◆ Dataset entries
------------------------------------------------

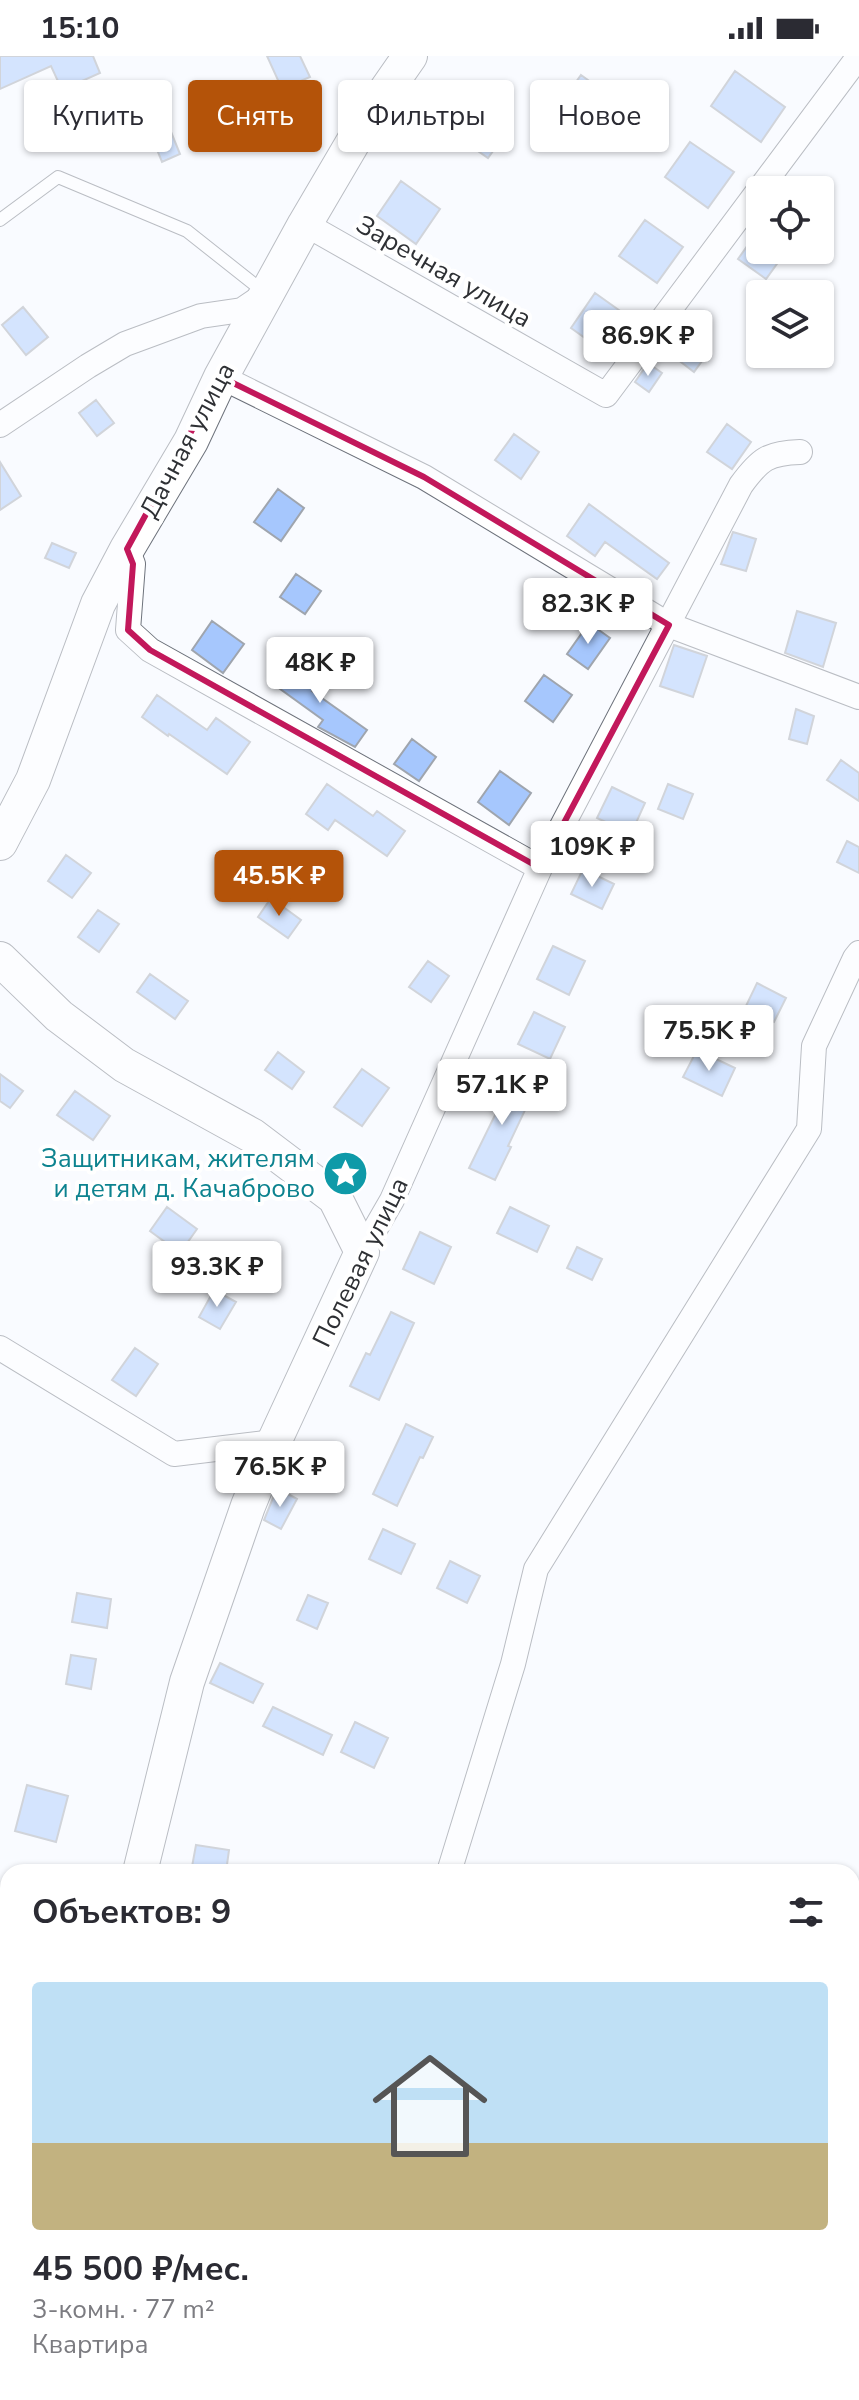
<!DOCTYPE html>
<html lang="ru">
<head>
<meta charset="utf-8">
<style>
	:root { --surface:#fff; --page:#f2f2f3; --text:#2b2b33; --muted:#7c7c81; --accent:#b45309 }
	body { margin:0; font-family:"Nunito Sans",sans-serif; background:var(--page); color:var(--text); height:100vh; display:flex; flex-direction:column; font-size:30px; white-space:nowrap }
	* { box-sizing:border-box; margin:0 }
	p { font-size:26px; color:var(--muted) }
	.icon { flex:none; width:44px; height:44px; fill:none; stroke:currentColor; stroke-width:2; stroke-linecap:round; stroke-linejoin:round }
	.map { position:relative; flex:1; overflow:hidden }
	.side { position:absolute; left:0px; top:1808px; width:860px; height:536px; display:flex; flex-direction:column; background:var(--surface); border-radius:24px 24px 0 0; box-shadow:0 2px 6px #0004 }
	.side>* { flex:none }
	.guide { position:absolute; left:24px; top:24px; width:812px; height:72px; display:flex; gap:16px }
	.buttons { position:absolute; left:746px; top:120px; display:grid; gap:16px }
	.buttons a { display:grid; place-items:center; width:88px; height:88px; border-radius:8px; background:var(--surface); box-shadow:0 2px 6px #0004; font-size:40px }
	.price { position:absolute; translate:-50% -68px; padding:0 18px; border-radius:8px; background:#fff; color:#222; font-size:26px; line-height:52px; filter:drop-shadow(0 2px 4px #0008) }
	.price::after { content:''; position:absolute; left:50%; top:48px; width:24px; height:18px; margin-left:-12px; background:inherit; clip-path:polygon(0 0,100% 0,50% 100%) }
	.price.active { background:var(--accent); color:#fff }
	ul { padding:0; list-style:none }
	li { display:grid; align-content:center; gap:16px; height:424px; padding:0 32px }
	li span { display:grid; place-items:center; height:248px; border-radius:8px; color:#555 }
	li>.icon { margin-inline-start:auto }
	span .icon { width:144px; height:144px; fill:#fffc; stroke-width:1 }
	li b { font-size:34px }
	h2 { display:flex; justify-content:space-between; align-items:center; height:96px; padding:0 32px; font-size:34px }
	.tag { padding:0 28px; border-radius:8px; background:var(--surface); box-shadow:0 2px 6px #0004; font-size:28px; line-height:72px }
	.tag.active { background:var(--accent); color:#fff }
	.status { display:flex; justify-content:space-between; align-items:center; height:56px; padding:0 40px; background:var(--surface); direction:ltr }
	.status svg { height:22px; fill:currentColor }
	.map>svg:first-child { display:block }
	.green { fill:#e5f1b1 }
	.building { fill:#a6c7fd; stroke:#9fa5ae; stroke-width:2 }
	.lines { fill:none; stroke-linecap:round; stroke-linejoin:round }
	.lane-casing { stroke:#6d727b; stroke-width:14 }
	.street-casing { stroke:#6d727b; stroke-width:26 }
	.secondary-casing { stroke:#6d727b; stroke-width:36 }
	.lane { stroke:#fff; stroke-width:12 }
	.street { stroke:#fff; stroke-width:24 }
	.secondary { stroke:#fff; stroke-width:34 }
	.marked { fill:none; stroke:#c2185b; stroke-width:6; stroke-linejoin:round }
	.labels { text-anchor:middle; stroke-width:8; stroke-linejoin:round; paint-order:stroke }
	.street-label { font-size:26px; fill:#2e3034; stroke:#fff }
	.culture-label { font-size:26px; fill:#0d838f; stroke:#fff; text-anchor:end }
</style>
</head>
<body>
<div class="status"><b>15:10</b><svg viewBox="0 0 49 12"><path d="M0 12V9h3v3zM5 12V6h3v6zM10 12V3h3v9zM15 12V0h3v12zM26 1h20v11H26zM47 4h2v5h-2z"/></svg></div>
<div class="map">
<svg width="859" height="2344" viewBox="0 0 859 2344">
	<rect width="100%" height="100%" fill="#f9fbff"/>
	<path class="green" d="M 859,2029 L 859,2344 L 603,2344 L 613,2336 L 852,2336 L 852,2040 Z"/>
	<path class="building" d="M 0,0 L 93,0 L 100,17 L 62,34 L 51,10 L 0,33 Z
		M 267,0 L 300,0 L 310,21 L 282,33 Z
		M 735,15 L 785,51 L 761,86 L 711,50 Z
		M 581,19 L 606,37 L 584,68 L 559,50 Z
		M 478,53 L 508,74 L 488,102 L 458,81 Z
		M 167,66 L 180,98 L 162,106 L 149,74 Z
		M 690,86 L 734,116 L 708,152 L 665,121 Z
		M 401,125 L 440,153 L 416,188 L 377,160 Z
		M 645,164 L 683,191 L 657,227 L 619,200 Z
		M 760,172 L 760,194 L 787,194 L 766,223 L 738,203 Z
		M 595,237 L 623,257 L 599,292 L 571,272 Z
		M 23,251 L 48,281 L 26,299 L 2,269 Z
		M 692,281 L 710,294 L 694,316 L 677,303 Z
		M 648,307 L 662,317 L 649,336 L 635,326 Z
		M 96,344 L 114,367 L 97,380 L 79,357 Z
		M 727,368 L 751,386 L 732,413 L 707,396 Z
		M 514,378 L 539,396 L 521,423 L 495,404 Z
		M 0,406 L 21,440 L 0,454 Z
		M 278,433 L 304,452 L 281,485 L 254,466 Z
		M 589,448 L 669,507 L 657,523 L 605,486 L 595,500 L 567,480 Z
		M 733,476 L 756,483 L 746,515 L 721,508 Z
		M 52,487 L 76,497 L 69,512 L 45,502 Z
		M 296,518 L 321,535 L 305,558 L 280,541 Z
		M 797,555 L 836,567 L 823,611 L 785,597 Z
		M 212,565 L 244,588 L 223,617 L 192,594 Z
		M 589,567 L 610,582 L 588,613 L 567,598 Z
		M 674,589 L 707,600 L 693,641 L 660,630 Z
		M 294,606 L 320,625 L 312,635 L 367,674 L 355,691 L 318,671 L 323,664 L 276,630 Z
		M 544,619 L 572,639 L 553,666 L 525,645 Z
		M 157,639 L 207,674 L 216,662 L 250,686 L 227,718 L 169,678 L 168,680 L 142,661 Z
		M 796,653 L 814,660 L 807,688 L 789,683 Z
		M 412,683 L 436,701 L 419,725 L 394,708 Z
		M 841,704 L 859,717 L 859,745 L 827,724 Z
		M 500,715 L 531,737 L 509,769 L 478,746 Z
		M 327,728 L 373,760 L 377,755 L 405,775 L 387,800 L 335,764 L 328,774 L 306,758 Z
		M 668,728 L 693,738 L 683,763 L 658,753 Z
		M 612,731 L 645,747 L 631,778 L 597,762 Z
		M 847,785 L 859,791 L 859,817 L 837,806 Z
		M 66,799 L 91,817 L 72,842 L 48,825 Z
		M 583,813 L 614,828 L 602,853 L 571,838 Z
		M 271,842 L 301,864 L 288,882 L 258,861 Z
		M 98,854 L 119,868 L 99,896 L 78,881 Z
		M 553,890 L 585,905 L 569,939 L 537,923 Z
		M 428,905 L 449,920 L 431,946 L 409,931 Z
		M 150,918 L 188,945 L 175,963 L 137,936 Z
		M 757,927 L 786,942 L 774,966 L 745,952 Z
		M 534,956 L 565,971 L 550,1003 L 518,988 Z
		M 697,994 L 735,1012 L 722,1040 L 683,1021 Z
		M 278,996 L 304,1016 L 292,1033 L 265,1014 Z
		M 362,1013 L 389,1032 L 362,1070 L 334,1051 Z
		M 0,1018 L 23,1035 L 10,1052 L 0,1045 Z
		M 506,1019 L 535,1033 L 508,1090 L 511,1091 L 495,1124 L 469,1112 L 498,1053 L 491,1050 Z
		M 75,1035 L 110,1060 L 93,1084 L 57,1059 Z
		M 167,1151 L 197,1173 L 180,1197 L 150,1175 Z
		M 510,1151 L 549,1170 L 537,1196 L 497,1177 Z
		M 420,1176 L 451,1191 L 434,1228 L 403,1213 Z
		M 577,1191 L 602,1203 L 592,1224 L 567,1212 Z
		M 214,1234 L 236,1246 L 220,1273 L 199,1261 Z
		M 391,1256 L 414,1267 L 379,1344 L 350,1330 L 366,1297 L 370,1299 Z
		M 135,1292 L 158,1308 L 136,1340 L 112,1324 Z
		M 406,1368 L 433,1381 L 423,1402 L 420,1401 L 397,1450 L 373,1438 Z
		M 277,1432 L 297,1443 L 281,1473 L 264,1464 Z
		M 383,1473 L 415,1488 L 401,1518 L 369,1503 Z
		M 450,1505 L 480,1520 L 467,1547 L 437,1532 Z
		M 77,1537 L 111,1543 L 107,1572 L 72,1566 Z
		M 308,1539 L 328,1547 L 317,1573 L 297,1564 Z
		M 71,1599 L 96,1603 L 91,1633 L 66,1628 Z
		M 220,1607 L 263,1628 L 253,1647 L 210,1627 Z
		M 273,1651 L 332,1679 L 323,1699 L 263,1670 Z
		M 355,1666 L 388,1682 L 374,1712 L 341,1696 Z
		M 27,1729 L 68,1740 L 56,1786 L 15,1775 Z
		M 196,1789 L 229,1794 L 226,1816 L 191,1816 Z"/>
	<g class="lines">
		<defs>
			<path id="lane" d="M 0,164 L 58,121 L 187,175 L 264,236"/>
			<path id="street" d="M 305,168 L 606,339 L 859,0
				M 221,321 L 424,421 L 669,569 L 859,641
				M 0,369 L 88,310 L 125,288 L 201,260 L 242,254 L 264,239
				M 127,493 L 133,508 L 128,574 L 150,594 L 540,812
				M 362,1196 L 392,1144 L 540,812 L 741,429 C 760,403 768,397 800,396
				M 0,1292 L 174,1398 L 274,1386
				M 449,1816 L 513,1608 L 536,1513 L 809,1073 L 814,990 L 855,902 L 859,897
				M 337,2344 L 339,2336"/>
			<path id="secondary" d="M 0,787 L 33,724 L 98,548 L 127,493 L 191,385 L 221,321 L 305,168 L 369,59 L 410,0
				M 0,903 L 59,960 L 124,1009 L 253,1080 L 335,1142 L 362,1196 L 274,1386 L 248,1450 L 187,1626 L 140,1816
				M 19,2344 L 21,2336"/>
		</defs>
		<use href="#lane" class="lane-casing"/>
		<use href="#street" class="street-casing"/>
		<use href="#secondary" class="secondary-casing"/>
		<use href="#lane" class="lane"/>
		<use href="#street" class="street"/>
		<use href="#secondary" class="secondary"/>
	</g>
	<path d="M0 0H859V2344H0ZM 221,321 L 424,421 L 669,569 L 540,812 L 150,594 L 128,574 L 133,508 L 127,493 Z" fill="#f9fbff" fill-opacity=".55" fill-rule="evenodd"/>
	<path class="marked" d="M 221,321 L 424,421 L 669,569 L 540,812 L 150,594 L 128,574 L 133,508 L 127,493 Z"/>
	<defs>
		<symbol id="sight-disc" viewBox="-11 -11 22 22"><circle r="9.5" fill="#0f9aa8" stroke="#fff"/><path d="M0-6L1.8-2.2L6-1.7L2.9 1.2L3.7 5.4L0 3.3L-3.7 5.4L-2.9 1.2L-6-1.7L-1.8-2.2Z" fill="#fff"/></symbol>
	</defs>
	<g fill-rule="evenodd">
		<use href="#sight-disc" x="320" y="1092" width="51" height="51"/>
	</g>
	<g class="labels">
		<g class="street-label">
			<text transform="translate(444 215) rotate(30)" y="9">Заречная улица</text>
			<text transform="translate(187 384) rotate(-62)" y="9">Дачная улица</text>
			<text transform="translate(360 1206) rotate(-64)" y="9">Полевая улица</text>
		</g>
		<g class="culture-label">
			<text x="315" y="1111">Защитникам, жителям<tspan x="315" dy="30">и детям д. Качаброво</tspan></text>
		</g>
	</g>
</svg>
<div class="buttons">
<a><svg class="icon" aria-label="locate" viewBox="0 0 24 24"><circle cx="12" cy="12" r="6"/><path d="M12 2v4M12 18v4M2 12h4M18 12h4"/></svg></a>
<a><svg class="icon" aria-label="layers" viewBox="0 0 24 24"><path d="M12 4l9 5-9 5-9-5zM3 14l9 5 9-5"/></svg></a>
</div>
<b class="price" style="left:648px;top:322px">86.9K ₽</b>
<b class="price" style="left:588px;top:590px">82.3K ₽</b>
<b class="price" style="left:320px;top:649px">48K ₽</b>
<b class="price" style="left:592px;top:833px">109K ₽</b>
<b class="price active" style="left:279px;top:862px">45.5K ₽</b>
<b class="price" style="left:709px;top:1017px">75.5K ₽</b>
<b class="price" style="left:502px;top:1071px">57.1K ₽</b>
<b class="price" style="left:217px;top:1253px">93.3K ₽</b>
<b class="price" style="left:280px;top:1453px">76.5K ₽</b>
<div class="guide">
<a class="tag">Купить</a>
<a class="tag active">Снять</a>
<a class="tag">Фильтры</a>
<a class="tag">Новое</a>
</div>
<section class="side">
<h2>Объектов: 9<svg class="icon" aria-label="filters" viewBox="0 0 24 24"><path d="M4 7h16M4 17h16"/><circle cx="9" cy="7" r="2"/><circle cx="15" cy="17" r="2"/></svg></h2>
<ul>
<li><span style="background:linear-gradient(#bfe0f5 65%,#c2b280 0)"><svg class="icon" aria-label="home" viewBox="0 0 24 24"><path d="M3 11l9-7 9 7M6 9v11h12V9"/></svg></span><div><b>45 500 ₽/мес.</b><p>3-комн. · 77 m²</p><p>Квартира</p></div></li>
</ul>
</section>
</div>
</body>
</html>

------------------------------------------------

◆ EXERCISE
Wherever "casing" occurs in the entries above, copy the line it sits on.

◆ FINISHED EXERCISE
	.lane-casing { stroke:#6d727b; stroke-width:14 }
	.street-casing { stroke:#6d727b; stroke-width:26 }
	.secondary-casing { stroke:#6d727b; stroke-width:36 }
		<use href="#lane" class="lane-casing"/>
		<use href="#street" class="street-casing"/>
		<use href="#secondary" class="secondary-casing"/>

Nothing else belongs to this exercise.